BEGIN Records provided

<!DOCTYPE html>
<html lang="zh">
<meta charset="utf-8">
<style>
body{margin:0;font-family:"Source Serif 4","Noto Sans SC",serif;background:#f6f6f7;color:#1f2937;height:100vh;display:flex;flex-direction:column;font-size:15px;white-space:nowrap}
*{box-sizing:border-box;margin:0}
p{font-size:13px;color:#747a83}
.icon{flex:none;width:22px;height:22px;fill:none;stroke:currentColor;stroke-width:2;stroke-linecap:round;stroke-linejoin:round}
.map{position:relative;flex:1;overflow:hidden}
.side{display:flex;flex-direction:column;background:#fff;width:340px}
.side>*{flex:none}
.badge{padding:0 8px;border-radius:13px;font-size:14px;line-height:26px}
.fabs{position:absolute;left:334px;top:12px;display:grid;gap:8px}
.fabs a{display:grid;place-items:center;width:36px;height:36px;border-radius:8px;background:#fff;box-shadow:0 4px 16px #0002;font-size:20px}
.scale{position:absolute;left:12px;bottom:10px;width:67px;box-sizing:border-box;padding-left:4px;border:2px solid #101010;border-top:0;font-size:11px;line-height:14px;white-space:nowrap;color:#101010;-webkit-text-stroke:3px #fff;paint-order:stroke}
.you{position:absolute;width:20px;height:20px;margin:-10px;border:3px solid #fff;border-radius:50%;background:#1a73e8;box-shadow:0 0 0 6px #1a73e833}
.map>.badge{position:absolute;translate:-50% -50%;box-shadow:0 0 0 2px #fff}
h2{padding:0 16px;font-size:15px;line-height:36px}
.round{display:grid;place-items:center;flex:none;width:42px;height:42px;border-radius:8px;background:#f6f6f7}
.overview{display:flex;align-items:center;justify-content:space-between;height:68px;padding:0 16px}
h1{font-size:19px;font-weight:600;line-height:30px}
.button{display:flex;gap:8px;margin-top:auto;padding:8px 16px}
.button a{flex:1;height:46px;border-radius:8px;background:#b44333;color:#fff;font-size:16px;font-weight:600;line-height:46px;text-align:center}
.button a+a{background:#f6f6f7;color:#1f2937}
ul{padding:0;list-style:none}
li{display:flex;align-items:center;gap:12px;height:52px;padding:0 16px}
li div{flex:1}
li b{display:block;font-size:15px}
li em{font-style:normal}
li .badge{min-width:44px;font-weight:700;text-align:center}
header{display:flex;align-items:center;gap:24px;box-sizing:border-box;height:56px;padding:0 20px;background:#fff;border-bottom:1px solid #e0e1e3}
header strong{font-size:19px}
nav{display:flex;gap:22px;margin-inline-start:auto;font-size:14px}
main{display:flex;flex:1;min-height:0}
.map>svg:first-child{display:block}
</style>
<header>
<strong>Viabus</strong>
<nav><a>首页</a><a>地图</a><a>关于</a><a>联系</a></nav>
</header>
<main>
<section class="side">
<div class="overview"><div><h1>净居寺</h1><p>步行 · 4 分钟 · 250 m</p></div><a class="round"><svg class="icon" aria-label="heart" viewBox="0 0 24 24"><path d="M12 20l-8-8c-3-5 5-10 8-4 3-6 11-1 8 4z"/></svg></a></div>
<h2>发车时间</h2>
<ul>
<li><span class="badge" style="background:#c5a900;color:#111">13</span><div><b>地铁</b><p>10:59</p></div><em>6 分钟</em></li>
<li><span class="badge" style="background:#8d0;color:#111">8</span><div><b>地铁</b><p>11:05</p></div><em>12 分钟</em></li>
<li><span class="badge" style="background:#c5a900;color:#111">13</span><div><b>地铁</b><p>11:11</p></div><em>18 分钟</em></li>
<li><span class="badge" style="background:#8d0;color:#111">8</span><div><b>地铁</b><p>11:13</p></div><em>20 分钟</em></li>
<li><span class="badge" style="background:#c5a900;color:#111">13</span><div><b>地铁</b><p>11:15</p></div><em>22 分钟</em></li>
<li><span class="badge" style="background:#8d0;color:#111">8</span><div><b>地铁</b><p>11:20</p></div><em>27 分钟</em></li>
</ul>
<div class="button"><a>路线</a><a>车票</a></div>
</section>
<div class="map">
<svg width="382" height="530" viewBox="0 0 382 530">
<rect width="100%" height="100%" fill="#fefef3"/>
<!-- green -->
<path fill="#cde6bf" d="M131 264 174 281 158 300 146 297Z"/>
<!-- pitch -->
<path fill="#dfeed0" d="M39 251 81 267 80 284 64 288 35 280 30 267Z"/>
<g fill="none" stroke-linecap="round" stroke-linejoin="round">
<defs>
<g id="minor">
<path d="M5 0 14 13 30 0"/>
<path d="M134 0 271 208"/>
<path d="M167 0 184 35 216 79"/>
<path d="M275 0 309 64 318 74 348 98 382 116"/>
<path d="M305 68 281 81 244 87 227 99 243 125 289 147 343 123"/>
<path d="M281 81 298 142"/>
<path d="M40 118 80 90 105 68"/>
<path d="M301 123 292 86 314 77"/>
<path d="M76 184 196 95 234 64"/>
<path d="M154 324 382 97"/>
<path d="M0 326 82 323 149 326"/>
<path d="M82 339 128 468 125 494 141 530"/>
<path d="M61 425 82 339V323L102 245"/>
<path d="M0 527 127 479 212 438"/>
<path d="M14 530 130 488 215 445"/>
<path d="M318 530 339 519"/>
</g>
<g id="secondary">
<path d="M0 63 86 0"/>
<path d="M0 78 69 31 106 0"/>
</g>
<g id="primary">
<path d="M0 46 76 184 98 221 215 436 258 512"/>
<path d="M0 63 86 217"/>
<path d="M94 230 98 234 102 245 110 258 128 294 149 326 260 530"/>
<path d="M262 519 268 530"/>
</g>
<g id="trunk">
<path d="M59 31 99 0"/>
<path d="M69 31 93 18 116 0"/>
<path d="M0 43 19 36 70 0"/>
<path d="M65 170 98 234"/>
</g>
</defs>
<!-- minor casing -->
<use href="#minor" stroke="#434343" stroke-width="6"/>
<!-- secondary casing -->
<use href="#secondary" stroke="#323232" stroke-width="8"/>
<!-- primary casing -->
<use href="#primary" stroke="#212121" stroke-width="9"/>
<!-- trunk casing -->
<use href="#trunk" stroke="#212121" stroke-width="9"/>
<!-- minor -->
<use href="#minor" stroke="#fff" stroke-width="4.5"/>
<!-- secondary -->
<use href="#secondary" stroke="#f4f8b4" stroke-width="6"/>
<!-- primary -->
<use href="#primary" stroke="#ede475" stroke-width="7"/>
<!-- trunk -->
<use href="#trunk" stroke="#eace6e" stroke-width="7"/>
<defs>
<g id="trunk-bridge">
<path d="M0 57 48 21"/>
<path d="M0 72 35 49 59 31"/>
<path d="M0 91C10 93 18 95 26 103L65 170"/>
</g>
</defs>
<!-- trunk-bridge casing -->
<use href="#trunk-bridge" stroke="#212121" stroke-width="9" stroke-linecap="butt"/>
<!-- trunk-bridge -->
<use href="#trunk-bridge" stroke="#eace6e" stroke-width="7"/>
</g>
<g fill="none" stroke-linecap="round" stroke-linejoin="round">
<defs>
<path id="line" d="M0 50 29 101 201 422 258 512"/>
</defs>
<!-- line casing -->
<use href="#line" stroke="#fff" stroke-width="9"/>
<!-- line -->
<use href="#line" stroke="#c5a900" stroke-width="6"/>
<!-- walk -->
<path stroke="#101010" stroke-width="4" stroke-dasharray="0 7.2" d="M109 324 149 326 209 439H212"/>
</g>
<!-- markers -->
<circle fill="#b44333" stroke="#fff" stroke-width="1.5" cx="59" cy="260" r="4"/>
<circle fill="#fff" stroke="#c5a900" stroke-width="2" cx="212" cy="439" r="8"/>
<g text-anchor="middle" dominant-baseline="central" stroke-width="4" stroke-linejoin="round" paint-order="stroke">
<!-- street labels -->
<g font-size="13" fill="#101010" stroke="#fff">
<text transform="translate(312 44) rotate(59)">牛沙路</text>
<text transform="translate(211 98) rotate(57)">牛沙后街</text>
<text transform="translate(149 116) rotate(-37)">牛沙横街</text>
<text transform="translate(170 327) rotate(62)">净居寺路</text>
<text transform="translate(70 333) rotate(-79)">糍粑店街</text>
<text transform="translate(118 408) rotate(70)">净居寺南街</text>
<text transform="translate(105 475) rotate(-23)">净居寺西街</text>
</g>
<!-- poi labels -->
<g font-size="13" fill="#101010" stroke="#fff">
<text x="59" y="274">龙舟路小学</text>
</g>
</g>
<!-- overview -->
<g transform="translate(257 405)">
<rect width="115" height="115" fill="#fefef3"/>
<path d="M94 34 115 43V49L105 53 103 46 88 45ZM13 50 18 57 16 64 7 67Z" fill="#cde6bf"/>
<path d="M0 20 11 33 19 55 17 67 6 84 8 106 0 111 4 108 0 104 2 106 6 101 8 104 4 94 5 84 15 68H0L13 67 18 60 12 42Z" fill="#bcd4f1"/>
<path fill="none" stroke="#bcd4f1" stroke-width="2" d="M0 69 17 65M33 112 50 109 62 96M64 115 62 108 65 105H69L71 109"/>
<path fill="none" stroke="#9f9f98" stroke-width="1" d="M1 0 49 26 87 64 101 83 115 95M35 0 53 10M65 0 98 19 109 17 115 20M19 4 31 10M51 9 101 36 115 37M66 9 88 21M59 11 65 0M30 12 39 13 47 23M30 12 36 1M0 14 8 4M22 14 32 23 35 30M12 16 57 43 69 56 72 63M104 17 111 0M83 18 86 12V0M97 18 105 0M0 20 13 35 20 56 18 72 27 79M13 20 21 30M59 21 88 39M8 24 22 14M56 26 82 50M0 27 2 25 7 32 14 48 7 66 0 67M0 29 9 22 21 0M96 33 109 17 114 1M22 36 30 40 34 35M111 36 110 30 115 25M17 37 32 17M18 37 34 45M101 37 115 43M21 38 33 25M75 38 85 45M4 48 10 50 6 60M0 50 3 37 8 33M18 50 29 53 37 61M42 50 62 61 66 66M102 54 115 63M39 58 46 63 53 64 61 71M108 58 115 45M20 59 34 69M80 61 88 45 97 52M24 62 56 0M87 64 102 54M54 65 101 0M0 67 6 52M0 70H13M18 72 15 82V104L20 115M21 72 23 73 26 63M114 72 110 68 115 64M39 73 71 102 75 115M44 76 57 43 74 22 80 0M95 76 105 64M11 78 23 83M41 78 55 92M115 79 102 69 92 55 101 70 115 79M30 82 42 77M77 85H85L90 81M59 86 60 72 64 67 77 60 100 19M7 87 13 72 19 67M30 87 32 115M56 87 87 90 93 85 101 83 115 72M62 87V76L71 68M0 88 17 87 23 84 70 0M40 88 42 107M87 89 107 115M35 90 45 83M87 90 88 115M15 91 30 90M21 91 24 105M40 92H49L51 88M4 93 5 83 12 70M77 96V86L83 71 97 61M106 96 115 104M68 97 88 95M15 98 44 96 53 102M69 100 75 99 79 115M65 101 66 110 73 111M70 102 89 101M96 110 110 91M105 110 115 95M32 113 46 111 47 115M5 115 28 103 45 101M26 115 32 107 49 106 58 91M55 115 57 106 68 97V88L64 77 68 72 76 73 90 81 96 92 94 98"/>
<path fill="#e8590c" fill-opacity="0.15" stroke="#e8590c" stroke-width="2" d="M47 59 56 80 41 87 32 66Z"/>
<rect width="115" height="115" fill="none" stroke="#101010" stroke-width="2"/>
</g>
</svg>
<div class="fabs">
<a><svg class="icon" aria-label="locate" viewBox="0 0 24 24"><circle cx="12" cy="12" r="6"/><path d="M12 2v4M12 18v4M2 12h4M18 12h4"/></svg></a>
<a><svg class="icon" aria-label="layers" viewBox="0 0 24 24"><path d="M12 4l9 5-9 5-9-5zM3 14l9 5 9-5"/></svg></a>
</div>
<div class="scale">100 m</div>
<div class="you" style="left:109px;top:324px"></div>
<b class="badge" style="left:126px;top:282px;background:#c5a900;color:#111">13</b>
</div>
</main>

END Records provided
BEGIN Records provided

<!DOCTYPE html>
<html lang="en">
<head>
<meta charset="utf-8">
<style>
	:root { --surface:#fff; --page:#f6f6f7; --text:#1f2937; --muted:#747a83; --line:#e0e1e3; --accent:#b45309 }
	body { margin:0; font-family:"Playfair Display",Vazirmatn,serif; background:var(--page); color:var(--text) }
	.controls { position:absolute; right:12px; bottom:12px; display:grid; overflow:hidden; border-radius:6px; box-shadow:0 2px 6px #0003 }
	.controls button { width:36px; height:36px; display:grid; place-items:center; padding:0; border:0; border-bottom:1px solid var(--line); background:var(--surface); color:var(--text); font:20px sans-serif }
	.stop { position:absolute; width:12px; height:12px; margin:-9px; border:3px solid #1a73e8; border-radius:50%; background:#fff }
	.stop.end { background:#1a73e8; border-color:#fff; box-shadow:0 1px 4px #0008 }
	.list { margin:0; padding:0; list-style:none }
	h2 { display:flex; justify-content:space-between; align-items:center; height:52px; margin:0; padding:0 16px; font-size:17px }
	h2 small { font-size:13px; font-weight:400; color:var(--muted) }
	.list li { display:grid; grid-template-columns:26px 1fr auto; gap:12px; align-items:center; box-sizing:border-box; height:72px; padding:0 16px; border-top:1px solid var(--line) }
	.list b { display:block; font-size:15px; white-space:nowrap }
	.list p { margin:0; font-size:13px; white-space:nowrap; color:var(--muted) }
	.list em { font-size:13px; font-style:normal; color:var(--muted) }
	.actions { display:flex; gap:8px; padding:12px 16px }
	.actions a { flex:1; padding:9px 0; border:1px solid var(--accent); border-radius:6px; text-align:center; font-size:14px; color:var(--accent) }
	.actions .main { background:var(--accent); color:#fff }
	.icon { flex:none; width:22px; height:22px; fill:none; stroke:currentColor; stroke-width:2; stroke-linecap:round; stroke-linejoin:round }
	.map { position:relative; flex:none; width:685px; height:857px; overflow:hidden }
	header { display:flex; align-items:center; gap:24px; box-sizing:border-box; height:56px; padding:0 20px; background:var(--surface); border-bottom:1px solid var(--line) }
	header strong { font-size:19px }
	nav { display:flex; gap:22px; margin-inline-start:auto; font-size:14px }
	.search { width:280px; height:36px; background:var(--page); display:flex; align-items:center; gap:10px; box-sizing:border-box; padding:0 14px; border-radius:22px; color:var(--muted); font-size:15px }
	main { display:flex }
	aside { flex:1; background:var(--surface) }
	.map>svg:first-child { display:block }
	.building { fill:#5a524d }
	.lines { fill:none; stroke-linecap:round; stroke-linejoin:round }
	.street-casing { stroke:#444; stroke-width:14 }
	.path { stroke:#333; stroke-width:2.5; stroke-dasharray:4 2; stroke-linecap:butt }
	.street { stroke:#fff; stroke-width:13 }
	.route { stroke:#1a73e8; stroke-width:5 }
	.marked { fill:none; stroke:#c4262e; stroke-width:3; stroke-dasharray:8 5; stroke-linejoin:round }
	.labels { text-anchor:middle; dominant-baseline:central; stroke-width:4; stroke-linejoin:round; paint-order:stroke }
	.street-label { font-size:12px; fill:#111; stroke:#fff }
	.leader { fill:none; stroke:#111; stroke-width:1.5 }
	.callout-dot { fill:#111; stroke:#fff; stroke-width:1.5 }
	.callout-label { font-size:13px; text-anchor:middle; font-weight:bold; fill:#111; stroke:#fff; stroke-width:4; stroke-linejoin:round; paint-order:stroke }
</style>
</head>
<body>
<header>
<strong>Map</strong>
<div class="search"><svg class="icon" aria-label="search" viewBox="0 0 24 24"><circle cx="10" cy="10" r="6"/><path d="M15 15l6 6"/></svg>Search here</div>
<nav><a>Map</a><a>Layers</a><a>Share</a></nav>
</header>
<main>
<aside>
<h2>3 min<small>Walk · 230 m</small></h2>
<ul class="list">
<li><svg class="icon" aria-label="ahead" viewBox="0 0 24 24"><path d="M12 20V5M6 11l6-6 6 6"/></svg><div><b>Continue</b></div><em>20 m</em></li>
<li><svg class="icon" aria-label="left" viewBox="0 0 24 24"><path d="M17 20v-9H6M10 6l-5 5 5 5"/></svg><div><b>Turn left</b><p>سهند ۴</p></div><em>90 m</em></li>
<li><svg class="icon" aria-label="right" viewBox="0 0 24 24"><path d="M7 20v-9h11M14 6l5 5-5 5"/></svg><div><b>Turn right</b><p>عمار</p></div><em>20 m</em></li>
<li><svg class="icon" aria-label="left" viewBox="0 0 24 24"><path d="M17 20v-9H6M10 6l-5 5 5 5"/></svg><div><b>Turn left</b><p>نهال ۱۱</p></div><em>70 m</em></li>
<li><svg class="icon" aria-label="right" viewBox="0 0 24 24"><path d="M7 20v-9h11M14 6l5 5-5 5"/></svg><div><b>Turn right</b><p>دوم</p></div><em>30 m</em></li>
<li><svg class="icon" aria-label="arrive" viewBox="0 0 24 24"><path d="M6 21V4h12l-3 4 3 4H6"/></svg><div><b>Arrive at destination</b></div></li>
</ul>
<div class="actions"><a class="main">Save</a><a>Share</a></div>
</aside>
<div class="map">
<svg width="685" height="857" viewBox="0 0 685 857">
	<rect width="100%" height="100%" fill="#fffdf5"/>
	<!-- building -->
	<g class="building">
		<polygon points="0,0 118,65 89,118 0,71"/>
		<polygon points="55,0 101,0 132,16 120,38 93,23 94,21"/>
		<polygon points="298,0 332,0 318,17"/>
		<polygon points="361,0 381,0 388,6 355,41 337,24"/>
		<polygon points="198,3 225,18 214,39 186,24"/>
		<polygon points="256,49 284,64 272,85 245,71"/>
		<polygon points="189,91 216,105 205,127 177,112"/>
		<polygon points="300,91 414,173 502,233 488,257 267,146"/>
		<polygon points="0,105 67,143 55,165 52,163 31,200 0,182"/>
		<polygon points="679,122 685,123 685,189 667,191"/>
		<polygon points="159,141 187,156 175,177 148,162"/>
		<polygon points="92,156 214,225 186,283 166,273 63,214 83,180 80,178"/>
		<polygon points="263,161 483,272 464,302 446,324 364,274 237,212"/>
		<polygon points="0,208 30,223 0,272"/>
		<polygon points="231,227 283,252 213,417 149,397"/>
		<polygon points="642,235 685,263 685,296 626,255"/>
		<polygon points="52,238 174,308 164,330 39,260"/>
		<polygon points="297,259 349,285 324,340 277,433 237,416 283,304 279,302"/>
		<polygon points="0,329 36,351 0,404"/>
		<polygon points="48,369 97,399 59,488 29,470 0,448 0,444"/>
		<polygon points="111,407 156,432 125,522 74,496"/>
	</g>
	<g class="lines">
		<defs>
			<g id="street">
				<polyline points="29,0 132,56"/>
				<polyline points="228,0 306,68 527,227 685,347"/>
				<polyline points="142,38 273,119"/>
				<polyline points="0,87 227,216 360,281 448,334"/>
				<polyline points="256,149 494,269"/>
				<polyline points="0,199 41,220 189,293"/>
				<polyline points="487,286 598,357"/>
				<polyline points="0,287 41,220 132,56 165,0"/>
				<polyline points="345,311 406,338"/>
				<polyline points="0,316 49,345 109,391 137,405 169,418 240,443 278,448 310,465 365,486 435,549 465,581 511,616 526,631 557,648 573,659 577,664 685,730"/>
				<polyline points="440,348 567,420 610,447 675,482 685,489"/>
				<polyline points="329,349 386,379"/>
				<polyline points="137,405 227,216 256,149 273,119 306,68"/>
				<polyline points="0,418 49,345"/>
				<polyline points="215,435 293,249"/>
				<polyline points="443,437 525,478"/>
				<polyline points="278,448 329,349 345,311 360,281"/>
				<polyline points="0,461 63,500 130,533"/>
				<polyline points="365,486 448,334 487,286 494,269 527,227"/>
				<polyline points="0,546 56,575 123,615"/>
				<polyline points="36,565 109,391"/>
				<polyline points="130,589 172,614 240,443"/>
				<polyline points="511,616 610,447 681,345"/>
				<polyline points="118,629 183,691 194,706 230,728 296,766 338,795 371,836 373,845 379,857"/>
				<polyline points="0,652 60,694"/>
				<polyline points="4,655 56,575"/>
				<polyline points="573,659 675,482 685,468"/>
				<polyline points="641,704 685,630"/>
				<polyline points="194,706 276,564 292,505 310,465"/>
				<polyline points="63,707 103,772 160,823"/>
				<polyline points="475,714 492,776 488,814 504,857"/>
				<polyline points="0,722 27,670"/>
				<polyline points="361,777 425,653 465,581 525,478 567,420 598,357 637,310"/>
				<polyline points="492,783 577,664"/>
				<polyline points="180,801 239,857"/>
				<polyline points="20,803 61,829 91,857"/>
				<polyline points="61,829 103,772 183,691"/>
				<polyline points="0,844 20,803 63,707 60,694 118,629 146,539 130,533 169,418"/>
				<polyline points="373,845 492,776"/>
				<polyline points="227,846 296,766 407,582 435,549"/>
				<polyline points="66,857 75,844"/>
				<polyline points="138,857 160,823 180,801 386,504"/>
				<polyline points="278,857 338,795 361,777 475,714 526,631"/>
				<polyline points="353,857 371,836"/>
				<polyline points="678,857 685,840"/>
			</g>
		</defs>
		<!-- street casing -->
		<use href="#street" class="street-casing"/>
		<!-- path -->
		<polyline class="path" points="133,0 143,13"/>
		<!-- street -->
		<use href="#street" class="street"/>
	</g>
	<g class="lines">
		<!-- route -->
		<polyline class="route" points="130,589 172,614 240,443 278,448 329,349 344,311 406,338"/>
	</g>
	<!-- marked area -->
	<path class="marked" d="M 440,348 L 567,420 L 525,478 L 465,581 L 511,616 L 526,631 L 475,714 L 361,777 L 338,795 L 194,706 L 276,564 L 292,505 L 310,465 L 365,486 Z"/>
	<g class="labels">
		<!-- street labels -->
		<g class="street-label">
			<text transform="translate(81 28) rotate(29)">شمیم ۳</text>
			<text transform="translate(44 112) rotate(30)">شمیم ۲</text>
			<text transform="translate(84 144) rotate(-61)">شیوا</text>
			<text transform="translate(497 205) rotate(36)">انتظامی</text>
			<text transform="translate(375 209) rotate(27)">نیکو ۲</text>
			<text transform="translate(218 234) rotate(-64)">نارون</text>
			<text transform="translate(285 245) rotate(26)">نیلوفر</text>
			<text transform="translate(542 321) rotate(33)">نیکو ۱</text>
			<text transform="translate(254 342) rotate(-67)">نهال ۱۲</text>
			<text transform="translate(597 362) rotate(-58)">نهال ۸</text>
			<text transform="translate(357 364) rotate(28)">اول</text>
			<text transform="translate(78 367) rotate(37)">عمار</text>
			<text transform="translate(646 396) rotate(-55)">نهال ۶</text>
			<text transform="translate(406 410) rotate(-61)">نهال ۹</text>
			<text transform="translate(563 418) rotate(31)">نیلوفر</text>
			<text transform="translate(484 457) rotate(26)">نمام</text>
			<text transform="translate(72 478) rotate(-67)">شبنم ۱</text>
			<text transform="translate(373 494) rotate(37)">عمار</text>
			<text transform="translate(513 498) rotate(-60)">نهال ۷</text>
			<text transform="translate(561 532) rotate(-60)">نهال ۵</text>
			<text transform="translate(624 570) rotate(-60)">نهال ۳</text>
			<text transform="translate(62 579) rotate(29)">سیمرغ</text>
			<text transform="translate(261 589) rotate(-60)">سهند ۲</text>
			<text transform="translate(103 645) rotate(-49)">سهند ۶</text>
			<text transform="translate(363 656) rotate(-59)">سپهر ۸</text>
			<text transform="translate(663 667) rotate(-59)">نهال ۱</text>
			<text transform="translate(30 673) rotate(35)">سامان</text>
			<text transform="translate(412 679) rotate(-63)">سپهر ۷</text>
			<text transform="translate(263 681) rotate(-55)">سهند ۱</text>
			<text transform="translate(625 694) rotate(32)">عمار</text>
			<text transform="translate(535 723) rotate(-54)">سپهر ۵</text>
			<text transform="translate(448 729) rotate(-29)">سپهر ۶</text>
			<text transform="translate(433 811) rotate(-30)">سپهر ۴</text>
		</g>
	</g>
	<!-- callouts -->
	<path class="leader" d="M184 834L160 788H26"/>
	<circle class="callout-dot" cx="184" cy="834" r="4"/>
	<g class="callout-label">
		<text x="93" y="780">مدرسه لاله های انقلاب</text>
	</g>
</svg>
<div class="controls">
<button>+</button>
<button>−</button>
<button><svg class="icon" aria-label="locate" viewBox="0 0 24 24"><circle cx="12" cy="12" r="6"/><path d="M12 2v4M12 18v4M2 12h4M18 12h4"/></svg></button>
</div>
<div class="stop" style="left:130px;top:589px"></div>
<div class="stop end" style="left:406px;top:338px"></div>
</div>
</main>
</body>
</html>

END Records provided

- Work order:
Your answer should be the lines above, from the line containing "display:block; font-size:15px; white-space:nowrap" up to and including the line containing "display:flex; gap:8px; padding:12px", reproduced exactly and with nothing else.

- Response below:
	.list b { display:block; font-size:15px; white-space:nowrap }
	.list p { margin:0; font-size:13px; white-space:nowrap; color:var(--muted) }
	.list em { font-size:13px; font-style:normal; color:var(--muted) }
	.actions { display:flex; gap:8px; padding:12px 16px }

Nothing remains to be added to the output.